Easily create dynamic prompts in Python

This article will be useful for Python developers working with language models (LLMs).

Recently I needed a tool for generating prompts in Python code. I didn't want to use complex solutions, so I created a small library called FlexiPrompt. Here are its main advantages:

Easily integrates into existing code
Allows you to quickly and flexibly set up a dialogue with LLM
Can split one LLM into multiple agents, customizing communication through templates

What it looks like in code

Here's a simple example of using FlexiPrompt:

from flexi_prompt import FlexiPrompt

fp = FlexiPrompt()
inner_fp = FlexiPrompt({"another_field1": "nested value1, "})
inner_fp.another_field2 = "nested value2"
inner_fp.another_field1().another_field2()

fp.final_prompt = "Here is: $inner_fp, $some_field, $some_callback"
fp.inner_fp = inner_fp
fp.some_field = 42
fp.some_callback = input  # Пример: введите "user input"

print(fp.final_prompt().build())  
# Вывод: Here is: nested value1, nested value2, 42, user input

Case Study: Improving Self-Proctored LLM Answers

Let's look at an interesting example of using FlexiPrompt. We will create a system where language models evaluate and improve their own responses. Here's how it works:

We receive a request from the user
Generating a response with the first neural network
We ask two different neural networks to evaluate the answer and take the average estimate
Generating a response using the second neural network
We evaluate the answer again
If one of the answers receives the maximum score, save it as the best and complete the process
Repeat steps 2-6 up to 5 times, saving the best answer
We give the best answer to the user

Implementation

For this example we will use the OpenAI and Anthropic APIs.
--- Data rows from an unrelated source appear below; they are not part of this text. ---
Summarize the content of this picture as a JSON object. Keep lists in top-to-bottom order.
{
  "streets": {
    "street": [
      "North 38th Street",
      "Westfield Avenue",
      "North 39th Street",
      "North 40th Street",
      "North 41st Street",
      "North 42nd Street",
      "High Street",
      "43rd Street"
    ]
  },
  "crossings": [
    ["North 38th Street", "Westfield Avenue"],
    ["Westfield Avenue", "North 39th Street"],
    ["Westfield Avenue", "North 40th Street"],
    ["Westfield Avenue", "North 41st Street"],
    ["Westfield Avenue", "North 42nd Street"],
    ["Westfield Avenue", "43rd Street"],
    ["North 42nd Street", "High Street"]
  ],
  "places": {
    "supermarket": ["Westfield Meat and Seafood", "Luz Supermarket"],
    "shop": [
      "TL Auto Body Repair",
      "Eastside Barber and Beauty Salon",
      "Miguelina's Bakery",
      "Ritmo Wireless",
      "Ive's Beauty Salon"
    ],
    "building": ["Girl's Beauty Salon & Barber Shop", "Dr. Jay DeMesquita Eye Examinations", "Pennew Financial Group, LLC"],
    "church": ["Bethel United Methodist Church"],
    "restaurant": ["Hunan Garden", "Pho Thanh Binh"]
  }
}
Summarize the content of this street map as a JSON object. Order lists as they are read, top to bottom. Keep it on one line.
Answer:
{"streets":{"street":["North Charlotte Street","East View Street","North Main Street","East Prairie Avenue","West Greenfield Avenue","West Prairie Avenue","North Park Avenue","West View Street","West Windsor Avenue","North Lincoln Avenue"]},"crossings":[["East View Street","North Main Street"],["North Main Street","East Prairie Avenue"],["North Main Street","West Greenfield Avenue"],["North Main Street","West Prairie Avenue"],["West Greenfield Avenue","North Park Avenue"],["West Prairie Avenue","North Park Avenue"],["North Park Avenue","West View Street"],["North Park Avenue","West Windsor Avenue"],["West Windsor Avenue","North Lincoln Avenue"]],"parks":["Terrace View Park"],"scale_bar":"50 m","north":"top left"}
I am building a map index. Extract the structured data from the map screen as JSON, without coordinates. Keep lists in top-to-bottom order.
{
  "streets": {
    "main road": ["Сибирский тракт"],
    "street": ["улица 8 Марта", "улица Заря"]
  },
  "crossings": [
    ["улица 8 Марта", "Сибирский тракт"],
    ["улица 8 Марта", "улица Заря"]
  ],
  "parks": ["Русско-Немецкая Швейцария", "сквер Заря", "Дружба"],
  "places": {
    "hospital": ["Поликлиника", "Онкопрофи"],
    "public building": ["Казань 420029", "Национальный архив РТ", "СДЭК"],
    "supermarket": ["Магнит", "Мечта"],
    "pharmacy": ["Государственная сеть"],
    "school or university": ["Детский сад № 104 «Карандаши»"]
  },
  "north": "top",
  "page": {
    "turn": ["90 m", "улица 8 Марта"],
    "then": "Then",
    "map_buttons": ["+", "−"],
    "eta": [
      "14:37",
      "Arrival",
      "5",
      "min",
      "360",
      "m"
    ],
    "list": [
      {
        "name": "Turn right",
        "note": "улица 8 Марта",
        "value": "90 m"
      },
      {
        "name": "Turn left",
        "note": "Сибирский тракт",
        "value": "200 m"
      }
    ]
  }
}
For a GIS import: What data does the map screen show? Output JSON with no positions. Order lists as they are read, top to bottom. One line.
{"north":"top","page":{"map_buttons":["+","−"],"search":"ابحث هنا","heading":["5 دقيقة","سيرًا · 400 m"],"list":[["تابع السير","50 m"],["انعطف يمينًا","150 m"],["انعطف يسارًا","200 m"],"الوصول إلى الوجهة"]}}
Here is the basic structure of the code:

from flexi_prompt import FlexiPrompt
from openai import OpenAI
from anthropic import Anthropic

# Настройка API ключей и клиентов
from google.colab import userdata
os.environ["OPENAI_API_KEY"] = userdata.get("OPENAI_API_KEY")
os.environ["ANTHROPIC_API_KEY"] = userdata.get("ANTHROPIC_API_KEY_TEST1")

def get_openai_answer(question, openai):
    openai_compleion = openai.chat.completions.create(
        model="gpt-4o-mini",
        messages=[
            {"role": "system", "content": "You are a helpful assistant."},
            {"role": "user", "content": question},
        ],

    )
    return openai_compleion.choices[0].message.content

def get_antropic_answer(question, antropic):
    message = antropic.messages.create(
        max_tokens=4096,
        temperature=0,
        model="claude-3-haiku-20240307",
        system="You are a helpful assistant.",
        messages=[{"role": "user", "content": [{"type": "text", "text": question}]}],
    )
    return message.content[0].text

fp = FlexiPrompt()

# Настройка промптов
fp.question = "Your question here"
fp.rate_prompt = """
Rate the answer to the question from 1 to 9, where 1 is the worst answer.
Be rigorous in your evaluation. Give back only one number as your answer.

Question: 
 $question
Answer: 
 $answer
"""

# Основной цикл
MAX_ATTEMPTS = 5
THRESHOLD_SCORE = 9
best_rate = 0
best_answer = ""

for attempt in range(MAX_ATTEMPTS):

    fp.answer = get_openai_answer(fp.question().build(), openai)
    answer_rate = get_answer_rate(fp.rate_prompt().build(), openai, antropic)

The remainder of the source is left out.